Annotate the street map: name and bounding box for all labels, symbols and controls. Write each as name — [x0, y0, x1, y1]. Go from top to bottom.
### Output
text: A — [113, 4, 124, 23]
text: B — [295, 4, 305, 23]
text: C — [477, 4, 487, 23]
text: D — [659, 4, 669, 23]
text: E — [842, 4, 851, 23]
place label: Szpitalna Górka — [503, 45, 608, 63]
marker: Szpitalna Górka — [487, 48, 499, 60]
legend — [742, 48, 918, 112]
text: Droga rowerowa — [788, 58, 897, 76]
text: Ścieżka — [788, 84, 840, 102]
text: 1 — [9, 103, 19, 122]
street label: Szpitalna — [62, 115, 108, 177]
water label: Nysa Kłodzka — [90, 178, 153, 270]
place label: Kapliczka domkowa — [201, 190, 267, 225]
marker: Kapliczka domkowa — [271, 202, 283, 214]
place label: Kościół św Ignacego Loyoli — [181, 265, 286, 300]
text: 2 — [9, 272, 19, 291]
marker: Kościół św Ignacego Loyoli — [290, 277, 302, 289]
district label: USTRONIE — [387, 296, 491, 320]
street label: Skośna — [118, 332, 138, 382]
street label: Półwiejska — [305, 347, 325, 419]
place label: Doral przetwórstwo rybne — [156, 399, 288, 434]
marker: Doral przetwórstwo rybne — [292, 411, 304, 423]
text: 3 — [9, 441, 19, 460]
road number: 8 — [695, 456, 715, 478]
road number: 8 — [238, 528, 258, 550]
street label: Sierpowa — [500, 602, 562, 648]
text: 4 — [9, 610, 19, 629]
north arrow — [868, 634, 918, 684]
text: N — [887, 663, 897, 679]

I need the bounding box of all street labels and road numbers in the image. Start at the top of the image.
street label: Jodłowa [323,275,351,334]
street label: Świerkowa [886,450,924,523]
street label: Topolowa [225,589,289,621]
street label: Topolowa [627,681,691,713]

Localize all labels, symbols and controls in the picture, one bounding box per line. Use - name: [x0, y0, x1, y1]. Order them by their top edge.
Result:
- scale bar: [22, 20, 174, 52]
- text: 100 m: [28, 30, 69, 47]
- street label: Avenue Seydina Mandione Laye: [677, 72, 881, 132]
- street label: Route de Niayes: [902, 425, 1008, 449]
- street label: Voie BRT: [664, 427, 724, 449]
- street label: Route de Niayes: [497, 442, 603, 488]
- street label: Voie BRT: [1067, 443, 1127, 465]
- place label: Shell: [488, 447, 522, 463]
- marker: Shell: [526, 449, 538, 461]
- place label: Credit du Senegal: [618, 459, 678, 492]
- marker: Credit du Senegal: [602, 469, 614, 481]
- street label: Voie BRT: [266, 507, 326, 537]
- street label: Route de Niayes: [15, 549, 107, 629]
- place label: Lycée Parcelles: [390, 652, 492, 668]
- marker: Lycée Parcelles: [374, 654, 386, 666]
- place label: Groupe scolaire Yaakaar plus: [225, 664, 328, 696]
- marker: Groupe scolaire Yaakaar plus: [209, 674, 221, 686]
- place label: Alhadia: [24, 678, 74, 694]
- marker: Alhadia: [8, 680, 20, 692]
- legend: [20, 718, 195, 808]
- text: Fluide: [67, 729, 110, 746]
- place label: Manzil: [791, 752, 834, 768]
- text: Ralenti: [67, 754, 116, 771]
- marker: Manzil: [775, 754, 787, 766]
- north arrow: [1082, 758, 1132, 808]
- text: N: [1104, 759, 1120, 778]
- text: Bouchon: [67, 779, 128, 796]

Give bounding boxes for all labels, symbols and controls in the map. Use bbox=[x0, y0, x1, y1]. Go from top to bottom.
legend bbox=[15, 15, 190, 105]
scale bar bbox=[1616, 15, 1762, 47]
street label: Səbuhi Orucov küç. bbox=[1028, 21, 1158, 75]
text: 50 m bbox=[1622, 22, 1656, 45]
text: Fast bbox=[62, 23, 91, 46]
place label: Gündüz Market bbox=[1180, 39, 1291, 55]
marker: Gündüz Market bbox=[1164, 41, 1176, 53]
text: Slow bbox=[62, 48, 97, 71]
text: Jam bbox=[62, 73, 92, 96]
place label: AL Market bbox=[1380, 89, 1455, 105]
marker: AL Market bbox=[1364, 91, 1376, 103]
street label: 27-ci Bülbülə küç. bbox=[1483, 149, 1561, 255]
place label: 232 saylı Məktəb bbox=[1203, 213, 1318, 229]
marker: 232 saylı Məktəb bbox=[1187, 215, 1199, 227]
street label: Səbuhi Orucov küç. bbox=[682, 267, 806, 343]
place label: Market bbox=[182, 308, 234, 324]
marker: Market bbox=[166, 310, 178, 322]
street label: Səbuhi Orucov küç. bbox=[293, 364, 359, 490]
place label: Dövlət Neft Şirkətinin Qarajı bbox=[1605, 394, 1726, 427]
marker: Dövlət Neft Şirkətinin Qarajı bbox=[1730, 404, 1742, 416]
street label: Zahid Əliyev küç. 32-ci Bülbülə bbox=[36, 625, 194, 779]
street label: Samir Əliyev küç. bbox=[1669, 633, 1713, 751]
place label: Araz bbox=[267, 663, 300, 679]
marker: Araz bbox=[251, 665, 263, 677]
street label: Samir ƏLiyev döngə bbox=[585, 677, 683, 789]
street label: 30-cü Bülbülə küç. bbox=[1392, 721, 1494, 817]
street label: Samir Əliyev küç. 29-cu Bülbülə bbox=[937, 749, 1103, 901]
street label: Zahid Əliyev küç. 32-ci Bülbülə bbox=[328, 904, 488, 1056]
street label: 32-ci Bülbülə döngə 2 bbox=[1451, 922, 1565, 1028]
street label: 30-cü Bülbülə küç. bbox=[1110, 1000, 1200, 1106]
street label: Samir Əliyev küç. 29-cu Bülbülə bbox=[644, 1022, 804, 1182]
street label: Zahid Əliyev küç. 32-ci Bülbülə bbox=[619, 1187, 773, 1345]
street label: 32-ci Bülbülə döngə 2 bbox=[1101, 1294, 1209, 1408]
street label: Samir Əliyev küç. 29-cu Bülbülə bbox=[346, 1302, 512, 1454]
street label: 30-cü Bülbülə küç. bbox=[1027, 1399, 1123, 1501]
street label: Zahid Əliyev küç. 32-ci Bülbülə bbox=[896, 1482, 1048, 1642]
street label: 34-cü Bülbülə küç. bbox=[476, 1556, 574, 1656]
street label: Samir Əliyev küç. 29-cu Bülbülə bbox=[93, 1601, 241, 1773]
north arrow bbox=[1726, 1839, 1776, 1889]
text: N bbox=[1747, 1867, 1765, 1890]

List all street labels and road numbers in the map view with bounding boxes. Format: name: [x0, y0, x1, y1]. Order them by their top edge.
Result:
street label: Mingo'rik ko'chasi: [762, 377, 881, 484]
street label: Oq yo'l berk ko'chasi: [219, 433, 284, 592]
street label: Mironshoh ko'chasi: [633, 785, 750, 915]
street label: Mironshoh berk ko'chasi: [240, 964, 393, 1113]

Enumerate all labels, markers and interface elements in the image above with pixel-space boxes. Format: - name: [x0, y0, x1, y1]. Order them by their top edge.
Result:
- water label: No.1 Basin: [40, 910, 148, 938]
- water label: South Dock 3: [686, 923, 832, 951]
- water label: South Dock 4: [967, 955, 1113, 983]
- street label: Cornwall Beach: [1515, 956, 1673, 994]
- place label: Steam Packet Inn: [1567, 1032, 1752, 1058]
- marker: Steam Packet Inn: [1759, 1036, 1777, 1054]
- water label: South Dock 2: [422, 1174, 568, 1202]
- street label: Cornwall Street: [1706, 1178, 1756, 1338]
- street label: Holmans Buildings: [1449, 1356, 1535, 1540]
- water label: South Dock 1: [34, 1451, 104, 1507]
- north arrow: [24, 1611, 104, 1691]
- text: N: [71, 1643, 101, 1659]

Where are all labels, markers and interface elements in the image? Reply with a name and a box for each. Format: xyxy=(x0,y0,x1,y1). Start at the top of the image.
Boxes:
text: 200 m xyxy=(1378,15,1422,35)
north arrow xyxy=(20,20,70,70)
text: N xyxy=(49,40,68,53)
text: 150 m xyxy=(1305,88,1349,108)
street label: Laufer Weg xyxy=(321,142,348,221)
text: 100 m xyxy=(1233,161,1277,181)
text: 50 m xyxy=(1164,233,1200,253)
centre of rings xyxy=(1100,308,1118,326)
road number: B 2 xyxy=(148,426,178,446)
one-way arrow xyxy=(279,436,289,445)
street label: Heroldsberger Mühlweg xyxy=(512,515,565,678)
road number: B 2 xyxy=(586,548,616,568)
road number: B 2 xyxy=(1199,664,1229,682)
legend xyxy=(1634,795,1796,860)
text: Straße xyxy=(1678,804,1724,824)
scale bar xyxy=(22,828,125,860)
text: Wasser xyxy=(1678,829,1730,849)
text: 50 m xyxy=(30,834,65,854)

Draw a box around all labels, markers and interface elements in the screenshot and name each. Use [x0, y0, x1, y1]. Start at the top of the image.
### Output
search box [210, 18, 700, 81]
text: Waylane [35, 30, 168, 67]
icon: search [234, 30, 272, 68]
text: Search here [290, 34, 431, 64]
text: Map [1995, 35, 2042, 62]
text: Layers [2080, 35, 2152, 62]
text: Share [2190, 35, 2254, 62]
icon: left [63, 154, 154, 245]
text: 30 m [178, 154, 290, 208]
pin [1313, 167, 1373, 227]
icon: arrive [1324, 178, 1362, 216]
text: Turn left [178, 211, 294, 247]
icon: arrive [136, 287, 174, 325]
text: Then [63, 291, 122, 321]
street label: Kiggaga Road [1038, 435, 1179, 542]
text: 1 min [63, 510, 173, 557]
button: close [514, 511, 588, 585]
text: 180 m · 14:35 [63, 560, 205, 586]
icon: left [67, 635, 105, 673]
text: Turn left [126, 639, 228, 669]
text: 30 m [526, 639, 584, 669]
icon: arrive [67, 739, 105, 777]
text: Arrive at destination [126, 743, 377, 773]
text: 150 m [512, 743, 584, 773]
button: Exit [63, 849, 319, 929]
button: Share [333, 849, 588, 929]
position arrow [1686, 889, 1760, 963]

□ □ □ □ □ □ □

* TASK INSTRUCTIONS
Where a line of the listing contains "South", count it; your answer must be only the resulting number.

* EXPECTED ANSWER
4